▶ [TASK ITEM]: Copy each line of the entries that contains the word "عباس".

▶ [RECORD EXTRACTS]:
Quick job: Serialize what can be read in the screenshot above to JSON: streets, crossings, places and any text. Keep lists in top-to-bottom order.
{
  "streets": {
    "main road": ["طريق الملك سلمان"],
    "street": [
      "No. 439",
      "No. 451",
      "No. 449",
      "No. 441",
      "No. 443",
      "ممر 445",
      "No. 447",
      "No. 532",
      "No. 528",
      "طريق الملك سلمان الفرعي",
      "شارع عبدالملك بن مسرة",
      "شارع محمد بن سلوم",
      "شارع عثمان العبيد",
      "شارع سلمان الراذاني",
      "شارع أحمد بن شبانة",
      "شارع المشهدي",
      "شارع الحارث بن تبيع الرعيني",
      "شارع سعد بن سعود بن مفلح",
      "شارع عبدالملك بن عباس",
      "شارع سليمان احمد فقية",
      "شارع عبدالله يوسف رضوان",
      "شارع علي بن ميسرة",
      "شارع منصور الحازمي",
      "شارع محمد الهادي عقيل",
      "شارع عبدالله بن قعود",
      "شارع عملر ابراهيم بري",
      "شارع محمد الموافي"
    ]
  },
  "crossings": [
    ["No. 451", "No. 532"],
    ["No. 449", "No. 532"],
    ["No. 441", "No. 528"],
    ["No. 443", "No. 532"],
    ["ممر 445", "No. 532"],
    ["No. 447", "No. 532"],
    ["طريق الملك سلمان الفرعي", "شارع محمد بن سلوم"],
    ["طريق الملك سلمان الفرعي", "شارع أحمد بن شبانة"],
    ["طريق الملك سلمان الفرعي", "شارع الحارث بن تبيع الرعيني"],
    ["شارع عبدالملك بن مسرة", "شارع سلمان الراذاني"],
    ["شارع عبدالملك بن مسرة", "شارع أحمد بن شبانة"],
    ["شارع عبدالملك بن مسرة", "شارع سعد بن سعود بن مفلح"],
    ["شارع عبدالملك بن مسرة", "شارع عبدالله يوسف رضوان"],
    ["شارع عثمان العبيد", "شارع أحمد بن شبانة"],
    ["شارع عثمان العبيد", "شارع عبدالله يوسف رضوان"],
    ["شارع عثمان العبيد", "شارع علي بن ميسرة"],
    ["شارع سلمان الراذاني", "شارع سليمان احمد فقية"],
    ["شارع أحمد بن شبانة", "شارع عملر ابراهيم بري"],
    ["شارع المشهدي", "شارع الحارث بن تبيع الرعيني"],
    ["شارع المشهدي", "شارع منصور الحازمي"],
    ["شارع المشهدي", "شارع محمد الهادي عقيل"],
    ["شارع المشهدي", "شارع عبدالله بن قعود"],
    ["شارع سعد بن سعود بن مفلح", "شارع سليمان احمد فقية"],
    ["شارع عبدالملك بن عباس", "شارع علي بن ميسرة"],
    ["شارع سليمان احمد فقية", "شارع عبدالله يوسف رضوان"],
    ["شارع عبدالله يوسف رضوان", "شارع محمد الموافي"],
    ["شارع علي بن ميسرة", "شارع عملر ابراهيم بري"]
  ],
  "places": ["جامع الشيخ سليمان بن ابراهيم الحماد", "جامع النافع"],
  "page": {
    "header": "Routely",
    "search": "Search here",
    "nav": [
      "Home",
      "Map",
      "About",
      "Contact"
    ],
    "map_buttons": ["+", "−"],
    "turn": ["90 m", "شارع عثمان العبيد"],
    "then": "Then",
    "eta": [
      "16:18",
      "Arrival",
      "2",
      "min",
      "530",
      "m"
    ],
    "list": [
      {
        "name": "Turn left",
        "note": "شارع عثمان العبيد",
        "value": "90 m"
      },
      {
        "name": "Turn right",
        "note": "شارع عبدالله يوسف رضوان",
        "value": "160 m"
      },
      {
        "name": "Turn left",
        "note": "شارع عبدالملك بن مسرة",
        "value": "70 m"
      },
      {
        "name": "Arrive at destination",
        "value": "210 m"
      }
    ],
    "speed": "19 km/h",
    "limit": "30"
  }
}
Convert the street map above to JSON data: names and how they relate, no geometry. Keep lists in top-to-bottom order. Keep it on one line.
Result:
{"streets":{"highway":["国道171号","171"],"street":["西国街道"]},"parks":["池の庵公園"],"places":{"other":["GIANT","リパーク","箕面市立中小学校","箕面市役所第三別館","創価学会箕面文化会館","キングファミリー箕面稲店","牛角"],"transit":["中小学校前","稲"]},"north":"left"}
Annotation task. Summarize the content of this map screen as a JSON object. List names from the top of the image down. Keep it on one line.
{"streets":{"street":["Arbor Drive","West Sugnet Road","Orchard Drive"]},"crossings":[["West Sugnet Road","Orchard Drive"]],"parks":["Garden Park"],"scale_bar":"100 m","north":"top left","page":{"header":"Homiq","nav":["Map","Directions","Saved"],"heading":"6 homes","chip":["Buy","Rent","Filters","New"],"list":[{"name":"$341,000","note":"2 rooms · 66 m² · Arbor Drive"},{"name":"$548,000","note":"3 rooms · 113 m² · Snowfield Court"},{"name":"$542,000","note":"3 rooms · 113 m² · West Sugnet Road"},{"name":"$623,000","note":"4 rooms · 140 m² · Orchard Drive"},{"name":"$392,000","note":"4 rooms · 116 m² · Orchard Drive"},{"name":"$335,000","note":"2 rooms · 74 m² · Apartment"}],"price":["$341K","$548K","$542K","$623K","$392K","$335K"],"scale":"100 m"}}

▶ [SOLUTION TO THE PROBLEM]:
      "شارع عبدالملك بن عباس",
    ["شارع عبدالملك بن عباس", "شارع علي بن ميسرة"],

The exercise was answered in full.